Data entries

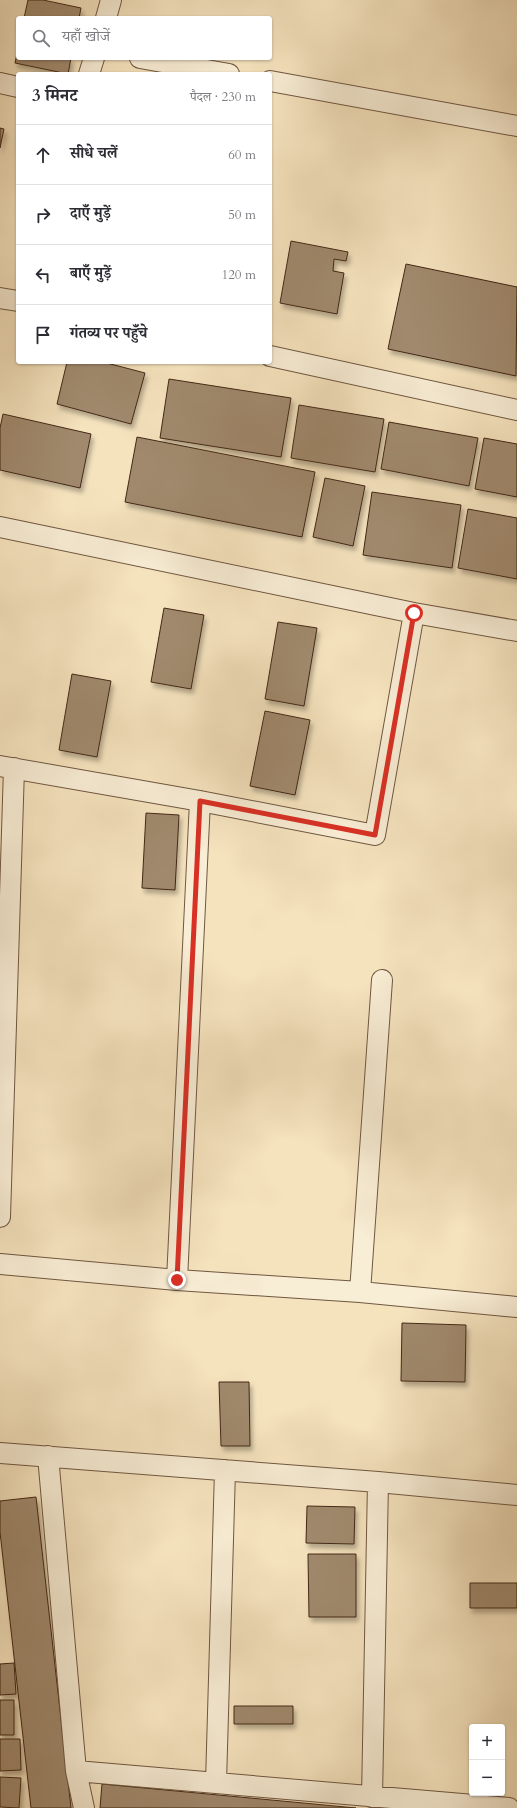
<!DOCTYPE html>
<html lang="hi">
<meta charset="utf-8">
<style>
:root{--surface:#fff;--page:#f2f2f3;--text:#2b2b33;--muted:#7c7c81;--line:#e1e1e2}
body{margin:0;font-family:Cardo,"Noto Serif Devanagari",serif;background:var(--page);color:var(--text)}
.controls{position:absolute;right:12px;bottom:12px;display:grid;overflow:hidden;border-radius:4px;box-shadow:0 1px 3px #0004}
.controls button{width:36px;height:36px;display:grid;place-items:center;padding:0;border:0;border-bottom:1px solid var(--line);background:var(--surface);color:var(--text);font:20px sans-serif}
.stop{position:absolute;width:12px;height:12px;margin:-9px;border:3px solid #d93025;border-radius:50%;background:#fff}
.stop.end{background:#d93025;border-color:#fff;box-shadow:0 1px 4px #0008}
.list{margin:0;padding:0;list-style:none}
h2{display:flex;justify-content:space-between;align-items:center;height:52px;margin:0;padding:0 16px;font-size:17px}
h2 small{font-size:13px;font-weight:400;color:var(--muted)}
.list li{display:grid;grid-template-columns:26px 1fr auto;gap:12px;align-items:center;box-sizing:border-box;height:60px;padding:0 16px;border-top:1px solid var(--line)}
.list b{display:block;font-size:15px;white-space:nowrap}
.list em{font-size:13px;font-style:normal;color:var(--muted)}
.icon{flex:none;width:22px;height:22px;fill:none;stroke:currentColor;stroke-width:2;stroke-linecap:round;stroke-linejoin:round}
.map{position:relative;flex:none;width:517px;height:1808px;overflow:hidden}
.search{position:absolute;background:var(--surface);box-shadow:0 1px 3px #0004;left:16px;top:16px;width:256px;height:44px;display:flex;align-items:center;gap:10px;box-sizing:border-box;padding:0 14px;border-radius:4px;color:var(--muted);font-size:15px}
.panel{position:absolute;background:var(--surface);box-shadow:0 1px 3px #0004;left:16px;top:72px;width:256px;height:292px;border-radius:4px}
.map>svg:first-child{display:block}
</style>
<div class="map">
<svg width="517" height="1808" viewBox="0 0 517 1808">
<defs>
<filter id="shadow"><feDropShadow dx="2.5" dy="4.5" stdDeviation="2" flood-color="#0004"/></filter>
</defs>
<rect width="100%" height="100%" fill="#f5e3be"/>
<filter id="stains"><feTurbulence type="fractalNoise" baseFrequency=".005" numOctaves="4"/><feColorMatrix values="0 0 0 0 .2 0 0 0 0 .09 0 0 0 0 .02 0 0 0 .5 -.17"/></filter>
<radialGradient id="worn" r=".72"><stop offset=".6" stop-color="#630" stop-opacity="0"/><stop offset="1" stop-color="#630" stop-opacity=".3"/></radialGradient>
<path fill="#a0896d" stroke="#432816" filter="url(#shadow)" d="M 28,0 L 43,0 L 81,8 L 79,18 L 24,18 Z
M 18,49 L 18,58 L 71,58 L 68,74 L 15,63 Z
M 0,128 L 4,129 L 0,148 Z
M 291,241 L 348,252 L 346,261 L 334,259 L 333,271 L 344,273 L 337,314 L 280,303 Z
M 406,264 L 517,287 L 516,376 L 388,349 Z
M 67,362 L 103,362 L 145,373 L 131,424 L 57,404 Z
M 169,379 L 291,398 L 281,457 L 160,438 Z
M 299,405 L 384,419 L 375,472 L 291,458 Z
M 3,414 L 91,434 L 80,488 L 0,470 L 0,428 Z
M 389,422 L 478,438 L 469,486 L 381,469 Z
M 137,437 L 315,472 L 302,537 L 125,502 Z
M 484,438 L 517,444 L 517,497 L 475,489 Z
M 325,478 L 365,486 L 353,546 L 313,537 Z
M 372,492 L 461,505 L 452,568 L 363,555 Z
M 468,509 L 517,518 L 517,579 L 458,568 Z
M 164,608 L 204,615 L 191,689 L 151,682 Z
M 278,622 L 317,628 L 304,706 L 265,699 Z
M 72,674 L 111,681 L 97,757 L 59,750 Z
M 265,711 L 310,720 L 295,795 L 250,786 Z
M 146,813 L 179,815 L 175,890 L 142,888 Z
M 402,1323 L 466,1325 L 465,1382 L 401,1381 Z
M 219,1382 L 249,1382 L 250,1446 L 221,1446 Z
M 36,1497 L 71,1808 L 31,1808 L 0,1532 L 0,1501 Z
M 307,1506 L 355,1507 L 354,1544 L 306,1543 Z
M 308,1554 L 356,1554 L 356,1617 L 309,1617 Z
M 470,1583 L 517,1583 L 517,1608 L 470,1608 Z
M 14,1663 L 16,1694 L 0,1695 L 0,1664 Z
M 0,1700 L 14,1700 L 14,1735 L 0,1735 Z
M 234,1706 L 293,1706 L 293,1724 L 234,1724 Z
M 0,1739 L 20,1739 L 21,1770 L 0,1771 Z
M 0,1777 L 21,1778 L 19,1808 L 0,1807 Z
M 102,1784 L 356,1808 L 100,1808 Z"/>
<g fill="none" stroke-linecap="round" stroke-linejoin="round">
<defs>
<path id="minor" d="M 106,18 L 111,0
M 140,58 L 229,74
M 89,74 L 94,58
M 270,81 L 517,126
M 0,83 L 18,87
M 0,298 L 18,301
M 270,356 L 517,410
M 0,527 L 414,613 L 517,631
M 0,766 L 200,801 L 375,835 L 414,613
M 0,1217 L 14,768
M 0,1264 L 177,1280 L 360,1292 L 517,1307
M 177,1280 L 200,801
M 360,1292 L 382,980
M 0,1453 L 378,1482 L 517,1495
M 48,1456 L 76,1771 L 84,1808
M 76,1771 L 509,1808
M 216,1783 L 225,1470
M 372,1797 L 378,1482"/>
</defs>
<use href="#minor" stroke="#705740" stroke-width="22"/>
<use href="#minor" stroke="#f8edd5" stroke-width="20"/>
</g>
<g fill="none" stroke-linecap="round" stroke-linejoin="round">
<path stroke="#d93025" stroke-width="5" d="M 177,1280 L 200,801 L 375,835 L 414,613"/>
</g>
<rect width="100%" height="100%" filter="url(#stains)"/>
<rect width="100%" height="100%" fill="url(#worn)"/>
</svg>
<div class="controls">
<button>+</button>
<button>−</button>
</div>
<div class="stop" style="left:414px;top:613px"></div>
<div class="stop end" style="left:177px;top:1280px"></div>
<div class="search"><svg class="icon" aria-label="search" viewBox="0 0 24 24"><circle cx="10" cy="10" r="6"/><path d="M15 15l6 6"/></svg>यहाँ खोजें</div>
<section class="panel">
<h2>3 मिनट<small>पैदल · 230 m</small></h2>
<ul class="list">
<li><svg class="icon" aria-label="ahead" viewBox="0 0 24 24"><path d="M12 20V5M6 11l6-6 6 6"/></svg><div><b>सीधे चलें</b></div><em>60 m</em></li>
<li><svg class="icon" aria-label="right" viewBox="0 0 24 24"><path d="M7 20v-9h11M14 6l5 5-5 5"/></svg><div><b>दाएँ मुड़ें</b></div><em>50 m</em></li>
<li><svg class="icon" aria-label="left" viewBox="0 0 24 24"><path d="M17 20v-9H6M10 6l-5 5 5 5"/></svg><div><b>बाएँ मुड़ें</b></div><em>120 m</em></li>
<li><svg class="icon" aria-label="arrive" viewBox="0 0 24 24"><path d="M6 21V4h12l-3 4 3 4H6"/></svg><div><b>गंतव्य पर पहुँचे</b></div></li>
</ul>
</section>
</div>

# To do
Search the records above for "worn" and copy every line that has it.

# Answer to the exercise
<radialGradient id="worn" r=".72"><stop offset=".6" stop-color="#630" stop-opacity="0"/><stop offset="1" stop-color="#630" stop-opacity=".3"/></radialGradient>
<rect width="100%" height="100%" fill="url(#worn)"/>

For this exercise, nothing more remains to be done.